On evaluating the four alternatives listed above, it could be seen that, the first two alternatives, will require additional funds from the government, which will be near impossible under the precarious financial position of the State.The third alternatives is a hard political decision, jeopardising the income and benefits of over 34,000 families, they enjoyed till the other day. Borrowing from the funding agencies/banks will be costly option. The pros and cons of the fourth alternative are discussed as follows;
i. The private sector will bring in resources, expertise and efficiency and the result will be increased customer satisfaction.
ii. The much needed capital is also brought in by the Private sector so that expansion programmes and other capital investments could be undertaken in a phased manner.
iii.

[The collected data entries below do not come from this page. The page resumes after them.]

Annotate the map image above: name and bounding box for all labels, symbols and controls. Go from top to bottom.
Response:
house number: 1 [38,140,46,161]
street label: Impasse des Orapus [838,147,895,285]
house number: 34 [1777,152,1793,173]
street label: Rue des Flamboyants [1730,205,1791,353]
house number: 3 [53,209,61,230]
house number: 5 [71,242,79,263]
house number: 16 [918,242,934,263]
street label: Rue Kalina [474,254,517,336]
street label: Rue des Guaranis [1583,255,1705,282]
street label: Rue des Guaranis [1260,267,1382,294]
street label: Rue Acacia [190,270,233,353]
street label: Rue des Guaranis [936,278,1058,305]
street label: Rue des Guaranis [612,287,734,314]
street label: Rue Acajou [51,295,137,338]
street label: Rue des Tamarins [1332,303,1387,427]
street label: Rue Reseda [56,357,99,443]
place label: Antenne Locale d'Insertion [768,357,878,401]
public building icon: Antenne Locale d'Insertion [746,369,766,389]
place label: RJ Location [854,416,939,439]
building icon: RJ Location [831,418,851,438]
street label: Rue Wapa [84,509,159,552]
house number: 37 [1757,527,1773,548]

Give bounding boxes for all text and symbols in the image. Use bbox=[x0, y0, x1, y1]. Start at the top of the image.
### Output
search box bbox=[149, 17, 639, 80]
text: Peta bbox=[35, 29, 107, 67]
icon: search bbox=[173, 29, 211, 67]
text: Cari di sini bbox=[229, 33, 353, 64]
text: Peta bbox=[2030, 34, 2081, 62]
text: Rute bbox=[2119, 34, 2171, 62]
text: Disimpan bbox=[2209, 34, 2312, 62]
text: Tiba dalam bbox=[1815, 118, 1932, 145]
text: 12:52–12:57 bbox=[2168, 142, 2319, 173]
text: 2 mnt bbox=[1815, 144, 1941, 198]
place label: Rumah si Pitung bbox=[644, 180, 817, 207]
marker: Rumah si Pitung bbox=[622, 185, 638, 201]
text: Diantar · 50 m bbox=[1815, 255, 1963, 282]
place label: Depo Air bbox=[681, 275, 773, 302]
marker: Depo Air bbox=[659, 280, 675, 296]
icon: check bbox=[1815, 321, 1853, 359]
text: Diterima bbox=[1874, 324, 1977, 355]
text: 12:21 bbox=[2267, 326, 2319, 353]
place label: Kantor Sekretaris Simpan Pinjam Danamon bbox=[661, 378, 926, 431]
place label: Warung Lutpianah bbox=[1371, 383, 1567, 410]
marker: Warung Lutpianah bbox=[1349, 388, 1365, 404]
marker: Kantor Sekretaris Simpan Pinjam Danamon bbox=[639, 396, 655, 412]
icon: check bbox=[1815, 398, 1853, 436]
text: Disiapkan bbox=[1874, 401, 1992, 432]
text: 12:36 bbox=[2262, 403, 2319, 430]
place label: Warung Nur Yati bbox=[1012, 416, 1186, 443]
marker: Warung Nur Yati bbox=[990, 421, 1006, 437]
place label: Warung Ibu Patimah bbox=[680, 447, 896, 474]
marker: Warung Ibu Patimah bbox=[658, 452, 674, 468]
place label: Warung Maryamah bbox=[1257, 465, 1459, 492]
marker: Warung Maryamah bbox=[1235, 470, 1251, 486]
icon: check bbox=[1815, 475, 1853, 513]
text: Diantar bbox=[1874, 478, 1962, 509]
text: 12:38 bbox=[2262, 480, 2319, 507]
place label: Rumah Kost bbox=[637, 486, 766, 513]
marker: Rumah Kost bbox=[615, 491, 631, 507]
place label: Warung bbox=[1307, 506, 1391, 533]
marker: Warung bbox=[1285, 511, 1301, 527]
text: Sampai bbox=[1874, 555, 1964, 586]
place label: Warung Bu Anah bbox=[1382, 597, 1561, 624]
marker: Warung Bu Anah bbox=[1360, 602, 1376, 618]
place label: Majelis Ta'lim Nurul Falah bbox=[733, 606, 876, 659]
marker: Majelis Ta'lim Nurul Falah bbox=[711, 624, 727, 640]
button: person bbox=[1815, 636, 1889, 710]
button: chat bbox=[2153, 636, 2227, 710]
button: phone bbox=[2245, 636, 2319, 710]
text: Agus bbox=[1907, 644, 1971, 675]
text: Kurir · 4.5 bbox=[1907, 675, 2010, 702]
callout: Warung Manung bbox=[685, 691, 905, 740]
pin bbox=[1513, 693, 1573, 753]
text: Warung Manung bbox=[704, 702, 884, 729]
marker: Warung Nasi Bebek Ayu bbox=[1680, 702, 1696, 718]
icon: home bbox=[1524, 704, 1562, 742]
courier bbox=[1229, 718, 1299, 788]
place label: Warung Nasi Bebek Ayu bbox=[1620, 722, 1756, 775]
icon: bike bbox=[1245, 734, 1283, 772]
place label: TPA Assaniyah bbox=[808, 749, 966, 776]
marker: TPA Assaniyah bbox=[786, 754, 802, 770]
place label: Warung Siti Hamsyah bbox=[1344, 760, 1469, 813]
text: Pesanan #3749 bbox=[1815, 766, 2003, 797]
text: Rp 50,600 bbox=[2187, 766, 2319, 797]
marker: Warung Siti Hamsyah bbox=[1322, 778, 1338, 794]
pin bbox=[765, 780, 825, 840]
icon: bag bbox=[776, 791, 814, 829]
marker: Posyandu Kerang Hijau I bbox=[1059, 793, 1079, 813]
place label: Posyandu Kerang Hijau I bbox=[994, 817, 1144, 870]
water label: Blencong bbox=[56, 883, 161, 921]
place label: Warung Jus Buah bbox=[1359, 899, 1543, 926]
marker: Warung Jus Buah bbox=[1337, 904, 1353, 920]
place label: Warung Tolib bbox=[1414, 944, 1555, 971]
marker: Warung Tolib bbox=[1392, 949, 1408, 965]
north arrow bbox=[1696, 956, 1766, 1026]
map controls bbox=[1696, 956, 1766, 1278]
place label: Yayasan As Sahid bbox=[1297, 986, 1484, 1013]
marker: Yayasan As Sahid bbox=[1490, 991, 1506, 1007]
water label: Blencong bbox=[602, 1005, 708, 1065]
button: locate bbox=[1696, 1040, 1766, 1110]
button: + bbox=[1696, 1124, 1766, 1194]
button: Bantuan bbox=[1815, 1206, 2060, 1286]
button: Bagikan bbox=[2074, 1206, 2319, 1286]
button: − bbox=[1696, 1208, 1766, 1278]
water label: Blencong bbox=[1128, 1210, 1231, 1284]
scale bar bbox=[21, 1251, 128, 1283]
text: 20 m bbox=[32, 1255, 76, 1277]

The conversion of buses into CNG driven and also hiring out space for setting up CNG filling stations to private sector will popularise the use of CNG in heavy vehicles and this will reduce pollution and subsequent health issues, through out the State.
iv. The passengers will be offered every facility from good toilets to good hotels, shops in the multiplexes and the performance based management system ensures that such facilities are maintained well.
Coming to the problems that may be confronted, is the strong opposition from trade unions against involvement of private agencies in the above sectors. There will be opposition against leasing out space for setting up CNG stations, outsourcing the booking operations etc. But all these oppositions could be over come when better pay and perks are offered to the employees, when the income start coming from the schemes mentioned.
a. Instead of undertaking the above activities by the mammoth Corporation directly, it will be ideal to create a SPV as a subsidiary company, with 74% equity from the KSRTC, with professionals at the top to manage the private partners and for better accountability. The involvement of employees can be ensured through issuing one share each to every employee for the remaining 26% so that their representative is also included in the Board of new SPV.
b. Negotiations with the employees is a pre-requisite, as a confidence building measure and also part of transparency of the arrangements with private sector.
Monitoring & Evaluation:
a. Monitoring and evaluation shall be done on the basis of Key Performance Indicators, which shall be part of the concessionaire agreement, for the respective services offered.
b. This shall be done at two levels, one at the Bus depot level (treated as a profit centre) and another at the State level by Committee headed by the Hon.Transport Minister.
The financial problems of KSRTC cannot be solved over night. The ever increasing accumulated losses donot allow the Corporation to grow and provide efficient services to its customers, but always depending on the government for any capital investment. The resource crunch prevents the government from taking up the huge recurring commitment in terms of the pensionary benefits of over 34000 persons. The customer services are hit because of all these issues and the major policy change to bring in private sector will provide with resources and efficiency. This will generate substantial income and in 10 years, the accumulated losses could be wiped off, provide better pay and perks to the existing employees and to a certain extent to the pensioners through contributory pension scheme.The substantial cash inflow expected will help the Corporation to come out of the present financial situation, provide adequate fund for new investments and ultimately benefit the customers through better service. The decision to be taken by the Ministry at this stage is to permit the corporation to go in for PPP model of operations in the above mentioned areas for which discussions with the Unions have to be started immediately.